*Task requirements:*
In the records below, find every line with the word "JSON" and copy it.

*Task material:*
★ ★ ★

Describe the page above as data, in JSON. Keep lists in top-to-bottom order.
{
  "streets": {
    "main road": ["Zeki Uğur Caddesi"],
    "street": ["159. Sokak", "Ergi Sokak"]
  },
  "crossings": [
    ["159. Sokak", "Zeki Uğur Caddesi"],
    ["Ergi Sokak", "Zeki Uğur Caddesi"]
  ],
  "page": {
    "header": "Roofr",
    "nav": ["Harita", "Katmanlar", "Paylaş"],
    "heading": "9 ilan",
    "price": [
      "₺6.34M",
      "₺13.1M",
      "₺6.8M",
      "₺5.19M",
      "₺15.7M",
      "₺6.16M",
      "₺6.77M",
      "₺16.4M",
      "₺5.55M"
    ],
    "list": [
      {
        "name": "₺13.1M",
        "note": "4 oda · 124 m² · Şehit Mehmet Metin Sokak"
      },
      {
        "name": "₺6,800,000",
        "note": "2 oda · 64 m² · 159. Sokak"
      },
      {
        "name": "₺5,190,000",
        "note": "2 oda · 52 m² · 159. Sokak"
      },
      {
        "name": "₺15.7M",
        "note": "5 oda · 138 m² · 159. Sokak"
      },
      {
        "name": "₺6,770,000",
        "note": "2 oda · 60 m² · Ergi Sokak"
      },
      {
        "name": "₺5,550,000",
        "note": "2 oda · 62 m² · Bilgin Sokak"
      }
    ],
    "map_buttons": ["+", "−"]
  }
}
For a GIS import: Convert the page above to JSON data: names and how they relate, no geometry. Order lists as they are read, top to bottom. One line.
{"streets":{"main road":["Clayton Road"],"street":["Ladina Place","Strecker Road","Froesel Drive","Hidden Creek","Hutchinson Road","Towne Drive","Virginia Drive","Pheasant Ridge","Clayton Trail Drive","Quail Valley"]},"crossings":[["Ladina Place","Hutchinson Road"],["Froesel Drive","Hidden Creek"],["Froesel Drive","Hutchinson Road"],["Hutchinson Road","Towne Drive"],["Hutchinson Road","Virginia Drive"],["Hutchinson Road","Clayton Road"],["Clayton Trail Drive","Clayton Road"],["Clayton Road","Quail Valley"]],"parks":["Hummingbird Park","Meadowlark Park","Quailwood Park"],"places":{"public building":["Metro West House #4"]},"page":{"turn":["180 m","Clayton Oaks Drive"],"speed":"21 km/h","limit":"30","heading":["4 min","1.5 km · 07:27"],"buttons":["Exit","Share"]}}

★ ★ ★

*Answer to this problem:*
Describe the page above as data, in JSON. Keep lists in top-to-bottom order.
For a GIS import: Convert the page above to JSON data: names and how they relate, no geometry. Order lists as they are read, top to bottom. One line.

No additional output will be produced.